When I started blogging, I was quite confident I would never write about faith. I didn’t want to put my foot in my mouth and offend someone. I wanted to keep my story about God and me under wraps, and not force it on anyone else. I didn’t want anyone to think I was being presumptuous, by writing about faith, especially when I knew there would be people reading who didn’t even know me. I didn’t want to offend, but I also didn’t want to be pigeon-holed.
I didn’t want to be lumped in with people who may live out their faith in ways I find hard to accept or that don’t reflect my relationship with God. So, I thought the best way out of all of that would simply be to just not talk about it at all.
But, more than anything, my faith in God is bedrock for me. It’s my primary identity in this world. No matter what I write about, my faith in God is always in there somewhere, because it’s always in me. Even when I’m not writing specifically about faith.
So, ever so slowly, faith started showing up on my blog. I don’t remember the first post that said something about faith — it wasn’t a big, bold statement, or a manifesto or anything — and I remember being terrified to publish it. But, publish it, I did, and lightning didn’t strike. There wasn’t even a hiccup. And do you know why I think that was? I think it was because, you can’t help but tell your story. So, even though I wasn’t writing about faith, I think, maybe, my faith came through a little bit and, when I finally wrote about it — out in the open — no one was surprised. In fact, the people reading probably yawned and said something like, “I wonder if I turned off the iron?”

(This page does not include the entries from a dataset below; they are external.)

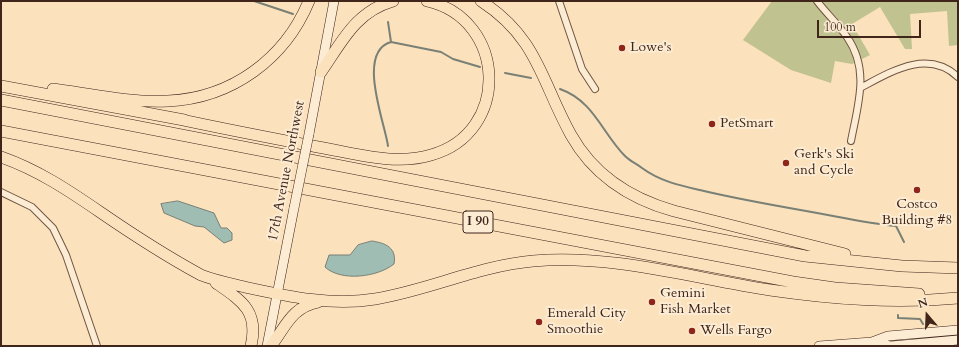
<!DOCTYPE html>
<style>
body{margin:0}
#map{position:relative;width:959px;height:347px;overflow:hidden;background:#fbe1bc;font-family:Cardo,serif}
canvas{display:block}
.frame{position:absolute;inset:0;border:2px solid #40251b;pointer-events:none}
.north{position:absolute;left:907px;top:295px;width:40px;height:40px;-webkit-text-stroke:3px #fcecd3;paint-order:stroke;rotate:341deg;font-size:11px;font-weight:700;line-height:16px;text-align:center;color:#40251b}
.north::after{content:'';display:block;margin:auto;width:14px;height:18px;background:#40251b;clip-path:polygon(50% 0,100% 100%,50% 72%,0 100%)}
.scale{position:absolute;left:817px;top:20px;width:104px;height:18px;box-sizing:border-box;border:2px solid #40251b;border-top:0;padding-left:5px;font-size:12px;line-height:14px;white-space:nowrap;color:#40251b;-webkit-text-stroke:3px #fcecd3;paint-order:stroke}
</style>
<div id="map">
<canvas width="959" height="347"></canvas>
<div class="frame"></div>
<div class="north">N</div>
<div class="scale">100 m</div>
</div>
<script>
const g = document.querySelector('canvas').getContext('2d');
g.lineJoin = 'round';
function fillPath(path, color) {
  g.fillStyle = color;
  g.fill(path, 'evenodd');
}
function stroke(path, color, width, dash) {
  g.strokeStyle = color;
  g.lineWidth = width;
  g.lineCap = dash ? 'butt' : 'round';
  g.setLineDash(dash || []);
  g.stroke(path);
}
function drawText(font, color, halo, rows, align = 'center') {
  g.font = font + ' Cardo,serif';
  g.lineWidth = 4;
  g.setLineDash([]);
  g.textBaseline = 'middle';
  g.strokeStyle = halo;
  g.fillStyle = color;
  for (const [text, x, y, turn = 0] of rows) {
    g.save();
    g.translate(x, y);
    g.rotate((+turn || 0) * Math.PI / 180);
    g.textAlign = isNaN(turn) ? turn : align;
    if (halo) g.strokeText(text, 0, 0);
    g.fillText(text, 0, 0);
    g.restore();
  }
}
fillPath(new Path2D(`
 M772,1H958V45L949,46L947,11L910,14L912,49H905L880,7L852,24L870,55L852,64L835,61L831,83L791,70L743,40Z`), '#c0c290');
const water = new Path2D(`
 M178,201L214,213L221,228H227L232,233V240L224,243L204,227L195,226L164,213L161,204Z
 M372,241C386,243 397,248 394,264C378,277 341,282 325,267L329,255H350L358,245Z`);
fillPath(water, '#9fbdb2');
stroke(water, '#798076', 1);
stroke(new Path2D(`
 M254,1L293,14
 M388,22L391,42
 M505,73L531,78
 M560,89C594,101 602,133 625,156C630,161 637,164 642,168C661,182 682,186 704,191C738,199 772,205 806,211C836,216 865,223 896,226L904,242
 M388,146C385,123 356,52 391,42L441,52L453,59L480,67
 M898,315V318L920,319L923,324`), '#798076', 2);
const street = new Path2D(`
 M559,1L582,69L595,89
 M817,1C826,13 838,24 847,37C870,70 858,104 851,141
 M862,87C892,71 928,49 958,77
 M1,192L32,207L53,228L66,255L97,346`);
const secondary = new Path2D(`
 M309,134L334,1
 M872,342L888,336L958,330
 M267,346L294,208
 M819,346L872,342L890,346
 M891,346L958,340`);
const highway = new Path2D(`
 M481,1C538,38 541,81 571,135C594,176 631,199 674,211L845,254
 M321,72C342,42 355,12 393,1
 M1,86L184,120
 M53,89C90,94 130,103 168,101C232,98 285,59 309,1
 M1,100L805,256L902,266L958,268
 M178,119C224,129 271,138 318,147C354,153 394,166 431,155C511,133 507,19 427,1
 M1,131L793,282L835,288L919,294
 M1,157C38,170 68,190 100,212C132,234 166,256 201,275C216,281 233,284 249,288C290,297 333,306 375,299C429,290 478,266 533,261C612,254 692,278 770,290C833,299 894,304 958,298
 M216,283C242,301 259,311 251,346
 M271,346C286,326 292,307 318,302`);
stroke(street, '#6f5443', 8);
stroke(secondary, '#40251b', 10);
stroke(highway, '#40251b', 12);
stroke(street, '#fcecd3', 6);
stroke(secondary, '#fcecd3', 9);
stroke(highway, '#fbe1bc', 11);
const secondaryBridge = new Path2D(`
 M294,208L309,134`);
stroke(secondaryBridge, '#40251b', 10, []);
stroke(secondaryBridge, '#fcecd3', 9);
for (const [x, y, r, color] of [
 [622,48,4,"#8f2418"],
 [712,124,4,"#8f2418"],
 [786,163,4,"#8f2418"],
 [917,190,4,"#8f2418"],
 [652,302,4,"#8f2418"],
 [539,322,4,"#8f2418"],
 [692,331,4,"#8f2418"]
]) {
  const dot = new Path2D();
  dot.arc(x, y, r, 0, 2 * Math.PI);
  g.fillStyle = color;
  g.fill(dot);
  stroke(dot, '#fcecd3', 1.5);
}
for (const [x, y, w] of [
 [478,222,30]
]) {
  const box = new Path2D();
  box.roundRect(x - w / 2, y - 11, w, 22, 3);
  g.fillStyle = '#fcecd3';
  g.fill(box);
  stroke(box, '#40251b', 1);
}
drawText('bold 13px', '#40251b', null, [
 ["I 90",478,222]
]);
drawText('14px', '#40251b', '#fcecd3', [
 ["Lowe's",630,48],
 ["PetSmart",720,124],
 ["Gerk's Ski",794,155],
 ["and Cycle",794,171],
 ["Costco",917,205,"center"],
 ["Building #8",917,221,"center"],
 ["Gemini",660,294],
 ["Fish Market",660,310],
 ["Emerald City",547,314],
 ["Smoothie",547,330],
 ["Wells Fargo",700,331]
], 'left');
drawText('14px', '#40251b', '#fcecd3', [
 ["17th Avenue Northwest",287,171,-79]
]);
</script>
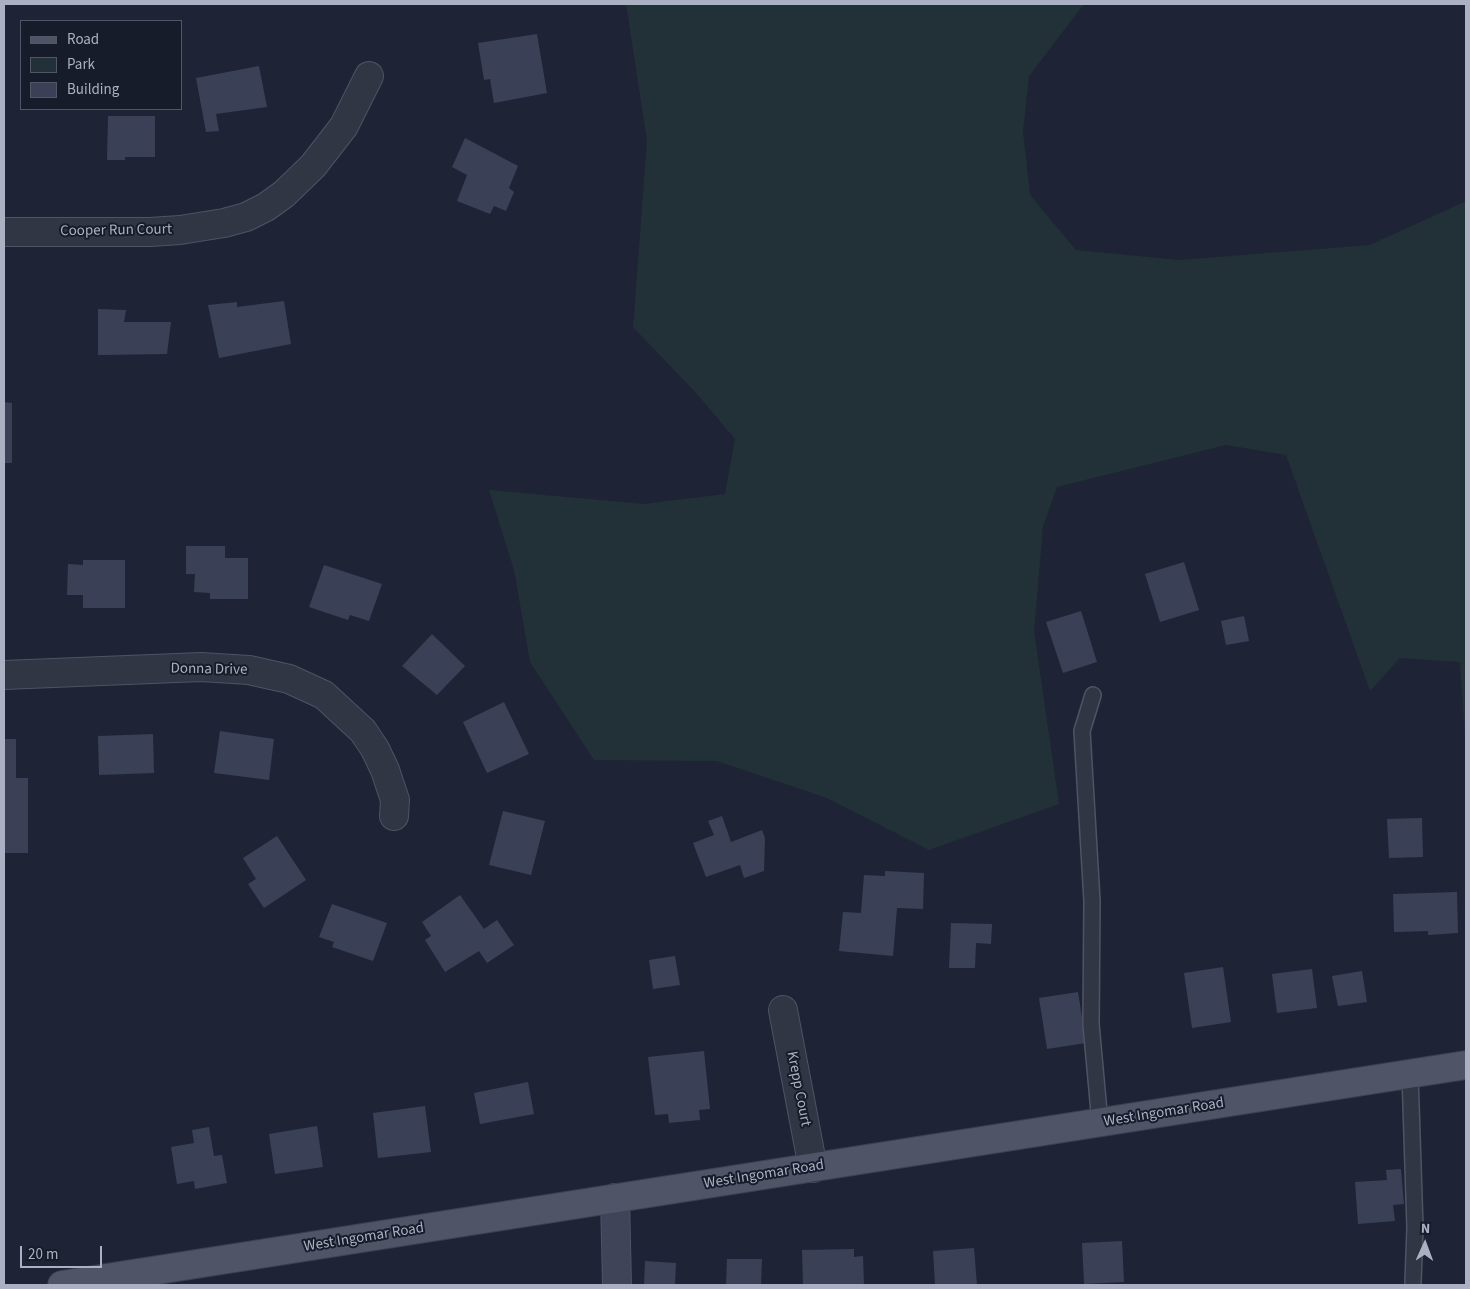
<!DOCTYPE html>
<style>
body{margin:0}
#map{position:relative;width:1470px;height:1289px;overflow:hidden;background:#1e2435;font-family:"Source Sans 3",sans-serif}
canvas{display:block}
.frame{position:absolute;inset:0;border:5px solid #abb0c3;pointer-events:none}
.legend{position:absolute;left:20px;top:20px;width:162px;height:90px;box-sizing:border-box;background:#171c2a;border:1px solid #525767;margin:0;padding:6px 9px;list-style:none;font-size:15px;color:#abb0c3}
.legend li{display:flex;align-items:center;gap:10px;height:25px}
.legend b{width:25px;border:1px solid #525767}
.north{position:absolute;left:1400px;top:1219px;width:50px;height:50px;-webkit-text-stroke:4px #171c2a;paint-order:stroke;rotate:2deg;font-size:14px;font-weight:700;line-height:20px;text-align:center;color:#abb0c3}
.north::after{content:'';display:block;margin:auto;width:18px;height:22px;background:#abb0c3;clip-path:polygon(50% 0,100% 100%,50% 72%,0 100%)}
.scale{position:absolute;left:20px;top:1246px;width:82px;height:22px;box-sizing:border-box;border:2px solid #abb0c3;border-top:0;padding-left:6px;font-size:15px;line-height:18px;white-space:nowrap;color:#abb0c3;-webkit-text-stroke:4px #171c2a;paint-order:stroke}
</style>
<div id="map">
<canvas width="1470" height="1289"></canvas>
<div class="frame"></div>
<ul class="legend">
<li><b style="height:6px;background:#4f5466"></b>Road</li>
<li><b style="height:14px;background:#213137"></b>Park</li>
<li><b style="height:14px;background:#3a4156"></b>Building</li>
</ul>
<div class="north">N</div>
<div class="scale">20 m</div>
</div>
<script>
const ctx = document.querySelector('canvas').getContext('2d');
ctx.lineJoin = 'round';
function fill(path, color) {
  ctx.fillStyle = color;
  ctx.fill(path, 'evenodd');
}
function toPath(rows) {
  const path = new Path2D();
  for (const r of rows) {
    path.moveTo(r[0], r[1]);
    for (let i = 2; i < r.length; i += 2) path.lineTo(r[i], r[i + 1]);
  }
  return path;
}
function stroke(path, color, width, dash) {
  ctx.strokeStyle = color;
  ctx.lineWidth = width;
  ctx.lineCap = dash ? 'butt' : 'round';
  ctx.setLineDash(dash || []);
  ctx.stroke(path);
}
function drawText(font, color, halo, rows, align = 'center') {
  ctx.font = font + ' "Source Sans 3",sans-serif';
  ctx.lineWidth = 4;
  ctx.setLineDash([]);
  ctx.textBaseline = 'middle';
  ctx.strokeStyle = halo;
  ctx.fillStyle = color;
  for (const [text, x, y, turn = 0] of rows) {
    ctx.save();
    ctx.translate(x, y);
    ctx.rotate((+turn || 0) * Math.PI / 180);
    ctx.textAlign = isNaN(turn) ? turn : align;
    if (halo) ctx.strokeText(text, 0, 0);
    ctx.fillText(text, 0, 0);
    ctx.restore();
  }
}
fill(toPath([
 [626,4,1084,4,1029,76,1023,132,1030,195,1076,250,1179,260,1370,245,1466,201,1466,751,1460,662,1400,658,1370,691,1286,455,1226,445,1057,487,1043,526,1034,631,1059,804,929,850,827,798,717,761,594,760,530,662,514,570,489,490,644,504,725,494,735,439,698,395,633,327,647,141]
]), '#213137');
fill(toPath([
 [537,34,547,93,494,103,490,79,484,80,478,43],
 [259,66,267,107,216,114,219,131,206,132,196,78],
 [108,116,155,116,155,157,125,157,125,160,107,160],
 [465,138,518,166,509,188,514,192,506,211,494,206,490,214,457,201,467,175,452,167],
 [284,301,291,344,219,358,208,305,237,302,237,307],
 [98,309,126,310,124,322,171,322,167,354,98,355],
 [4,402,12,403,12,463,4,463],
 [186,546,225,546,225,558,248,558,248,599,210,599,210,593,194,592,195,574,186,574],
 [83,560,125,560,125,608,83,608,83,595,67,595,68,564,83,565],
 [1184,562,1199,610,1160,622,1145,574],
 [324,565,382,584,369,621,350,615,348,620,309,607],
 [1081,611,1097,662,1063,673,1046,622],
 [1244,616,1249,641,1226,645,1221,621],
 [432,634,465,666,437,695,402,666],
 [504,702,529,754,487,773,463,722],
 [220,731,274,739,269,780,214,773],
 [153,734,154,773,99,775,98,736],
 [4,739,16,739,16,778,28,778,28,853,4,853],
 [503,811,545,821,531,875,489,865],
 [722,816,731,842,762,830,765,838,764,871,744,878,740,865,706,877,693,843,714,835,708,821],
 [1422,818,1423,857,1389,858,1387,819],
 [277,836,306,880,264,908,248,884,256,879,243,858],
 [885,871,924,873,923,909,897,908,893,956,839,951,843,912,861,913,864,875,885,876],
 [1457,892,1458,933,1428,935,1428,931,1394,932,1393,894],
 [460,895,484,929,497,920,514,945,487,963,479,951,445,972,425,940,431,936,422,922],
 [332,904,387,923,373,961,332,947,334,942,319,937],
 [951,923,992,924,991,944,976,943,975,968,949,968],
 [675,956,680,985,653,989,649,960],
 [1223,967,1231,1022,1192,1028,1184,973],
 [1312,969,1317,1008,1277,1013,1272,974],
 [1362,971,1367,1002,1338,1006,1332,976],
 [1078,992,1086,1043,1047,1049,1039,998],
 [704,1051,710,1109,699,1110,700,1120,669,1123,668,1114,655,1115,648,1057],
 [528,1082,534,1114,480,1124,474,1093],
 [425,1106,431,1152,378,1158,373,1113],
 [317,1126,323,1167,275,1174,269,1134],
 [209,1127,214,1156,222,1155,227,1183,195,1189,194,1181,177,1184,171,1147,194,1143,192,1130],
 [1401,1169,1404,1204,1393,1205,1395,1221,1358,1224,1355,1182,1387,1180,1386,1170],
 [1122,1241,1124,1282,1084,1284,1082,1243],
 [974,1248,977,1285,935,1285,933,1251],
 [854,1249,854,1257,863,1256,864,1285,803,1285,802,1250],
 [727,1259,762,1259,761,1285,726,1285],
 [645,1261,676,1263,675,1285,644,1285]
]), '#3a4156');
const lane = toPath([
 [1093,695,1082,731,1092,901,1091,1024,1100,1123],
 [1410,1074,1415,1228,1413,1282]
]);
const street = toPath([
 [4,232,150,232,180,230,224,223,246,217,266,207,284,194,313,166,344,126,369,76],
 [4,675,201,667,249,670,289,679,324,695,363,731,375,749,385,770,395,800,394,816],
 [783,1010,813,1168]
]);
const secondary = toPath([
 [615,1198,617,1285]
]);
const primary = toPath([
 [62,1285,1466,1065]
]);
stroke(lane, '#4f5364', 18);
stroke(street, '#4f5364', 30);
stroke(secondary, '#4f5364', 30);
stroke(primary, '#3b3f4f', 30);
stroke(lane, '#313645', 15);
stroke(street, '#313645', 28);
stroke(secondary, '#3f4459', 28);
stroke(primary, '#4f5466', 28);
drawText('15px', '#abb0c3', '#171c2a', [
 ["Cooper Run Court",116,231,-1],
 ["Donna Drive",209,670,1],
 ["Krepp Court",798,1089,79],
 ["West Ingomar Road",1164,1113,-9],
 ["West Ingomar Road",764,1175,-9],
 ["West Ingomar Road",364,1238,-9]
]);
</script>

Your story is in there. It shows up in you, and it shines through you. It may not be faith. It doesn’t have to be. But, it’s something. Of course, there is so much to consider when we talk about sharing our story. Your story intersects with someone else’s story and there are boundaries to consider, there is respect to be paid, and honor to be lifted up in all things. We can only tell our parts of the story, right? We don’t get to tell a story someone else is living and writing and growing — not without their permission.
But, we can tell ours. As we find our way, and as the light shines on our pathway. We can gently push the boundaries and find out where it gives, and we can hold back, too, to keep ourselves safe. We can let the light shine.
This week, I’m introducing you to Cultures and Cuisines. It’s not even live, yet, and it’s already beautiful!
Some questions for you: What is your bedrock? How do you identify yourself? Do you think you’re writing your story when you blog? Does it matter? Do you think there’s a difference between story and niche? How so?